### PROVIDED MATERIAL
-- Opening Marker --
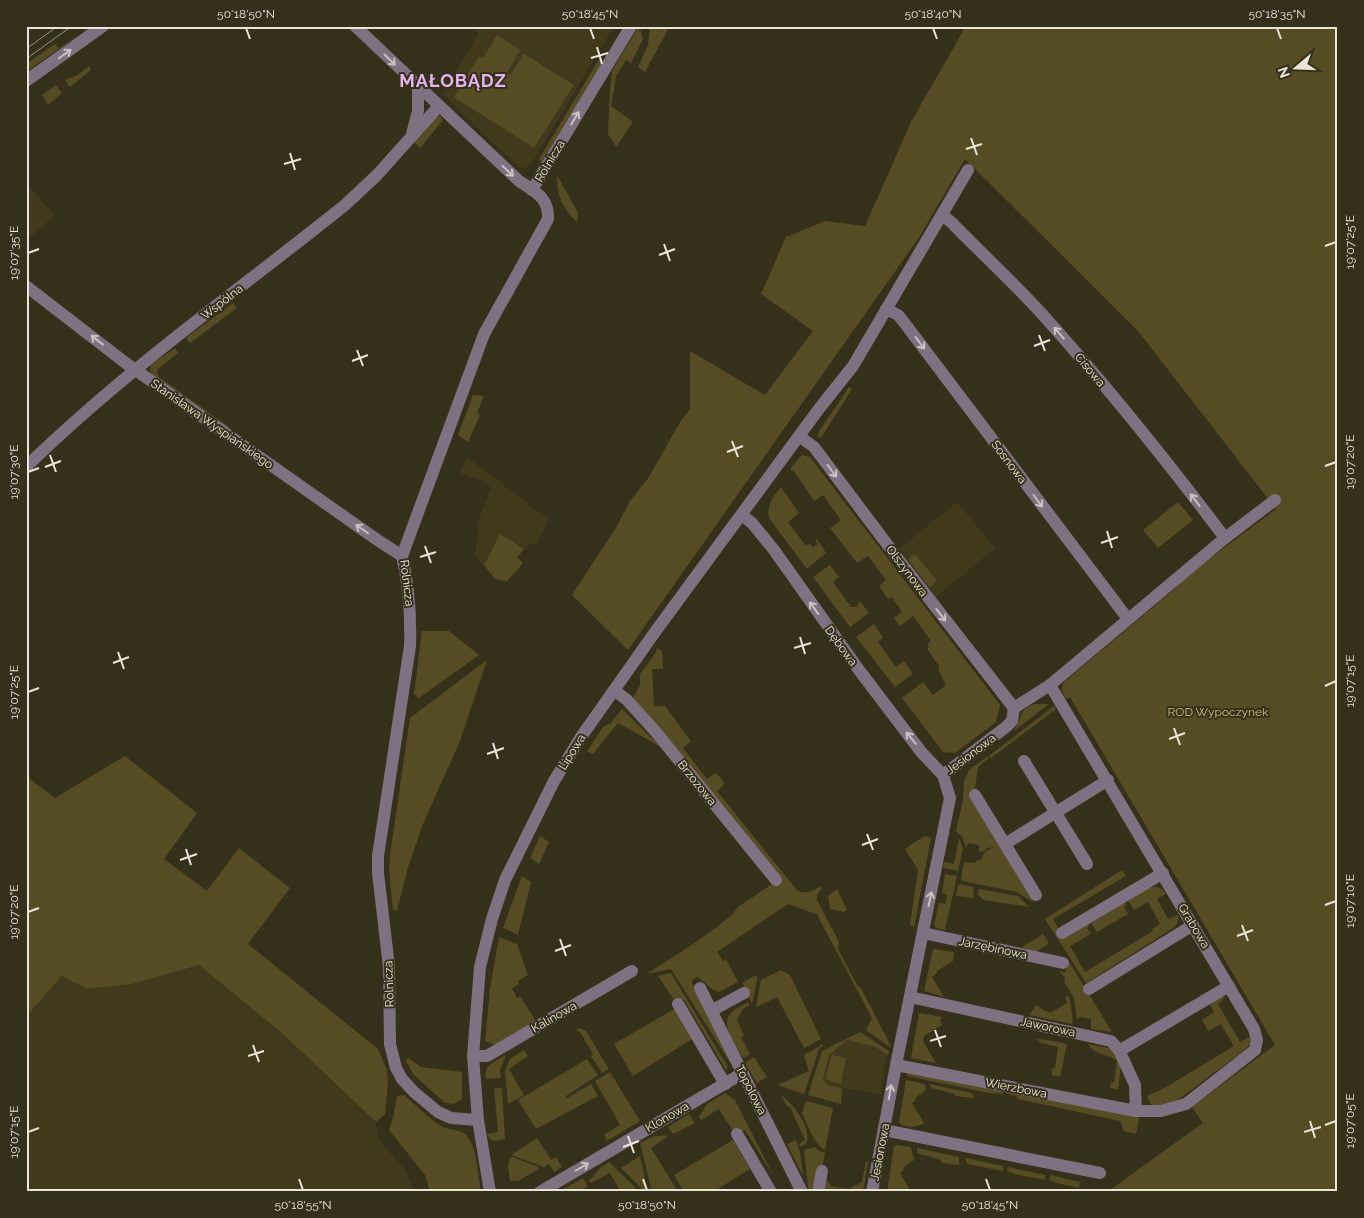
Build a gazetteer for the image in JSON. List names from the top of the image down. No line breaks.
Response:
{"streets":{"street":["Rolnicza","Wspólna","Cisowa","Stanisława Wyspiańskiego","Sosnowa","Olszynowa","Dębowa","Lipowa","Jesionowa","Brzozowa","Grabowa","Jarzębinowa","Kalinowa","Jaworowa","Wierzbowa","Topolowa","Klonowa"]},"crossings":[["Rolnicza","Stanisława Wyspiańskiego"],["Rolnicza","Lipowa"],["Wspólna","Stanisława Wyspiańskiego"],["Cisowa","Lipowa"],["Sosnowa","Lipowa"],["Olszynowa","Lipowa"],["Olszynowa","Jesionowa"],["Dębowa","Lipowa"],["Dębowa","Jesionowa"],["Lipowa","Brzozowa"],["Lipowa","Kalinowa"],["Jesionowa","Jarzębinowa"],["Jesionowa","Jaworowa"],["Jesionowa","Wierzbowa"],["Grabowa","Jaworowa"],["Grabowa","Wierzbowa"],["Jaworowa","Wierzbowa"],["Topolowa","Klonowa"]],"one_way":["Cisowa","Stanisława Wyspiańskiego","Sosnowa","Olszynowa","Dębowa","Jesionowa","Klonowa"],"districts":["MAŁOBĄDZ"],"parks":["ROD Wypoczynek"],"north":"left","coordinates":["50°18'50\"N","50°18'45\"N","50°18'40\"N","50°18'35\"N","19°07'25\"E","19°07'35\"E","19°07'20\"E","19°07'30\"E","19°07'15\"E","19°07'10\"E","19°07'05\"E","50°18'55\"N"]}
-- Closing Marker --
### EXERCISE INSTRUCTIONS
Leave the images out and output the remaining material exactly as it stands.

### RESPONSE FOR THIS EXERCISE
Build a gazetteer for the image in JSON. List names from the top of the image down. No line breaks.
Response:
{"streets":{"street":["Rolnicza","Wspólna","Cisowa","Stanisława Wyspiańskiego","Sosnowa","Olszynowa","Dębowa","Lipowa","Jesionowa","Brzozowa","Grabowa","Jarzębinowa","Kalinowa","Jaworowa","Wierzbowa","Topolowa","Klonowa"]},"crossings":[["Rolnicza","Stanisława Wyspiańskiego"],["Rolnicza","Lipowa"],["Wspólna","Stanisława Wyspiańskiego"],["Cisowa","Lipowa"],["Sosnowa","Lipowa"],["Olszynowa","Lipowa"],["Olszynowa","Jesionowa"],["Dębowa","Lipowa"],["Dębowa","Jesionowa"],["Lipowa","Brzozowa"],["Lipowa","Kalinowa"],["Jesionowa","Jarzębinowa"],["Jesionowa","Jaworowa"],["Jesionowa","Wierzbowa"],["Grabowa","Jaworowa"],["Grabowa","Wierzbowa"],["Jaworowa","Wierzbowa"],["Topolowa","Klonowa"]],"one_way":["Cisowa","Stanisława Wyspiańskiego","Sosnowa","Olszynowa","Dębowa","Jesionowa","Klonowa"],"districts":["MAŁOBĄDZ"],"parks":["ROD Wypoczynek"],"north":"left","coordinates":["50°18'50\"N","50°18'45\"N","50°18'40\"N","50°18'35\"N","19°07'25\"E","19°07'35\"E","19°07'20\"E","19°07'30\"E","19°07'15\"E","19°07'10\"E","19°07'05\"E","50°18'55\"N"]}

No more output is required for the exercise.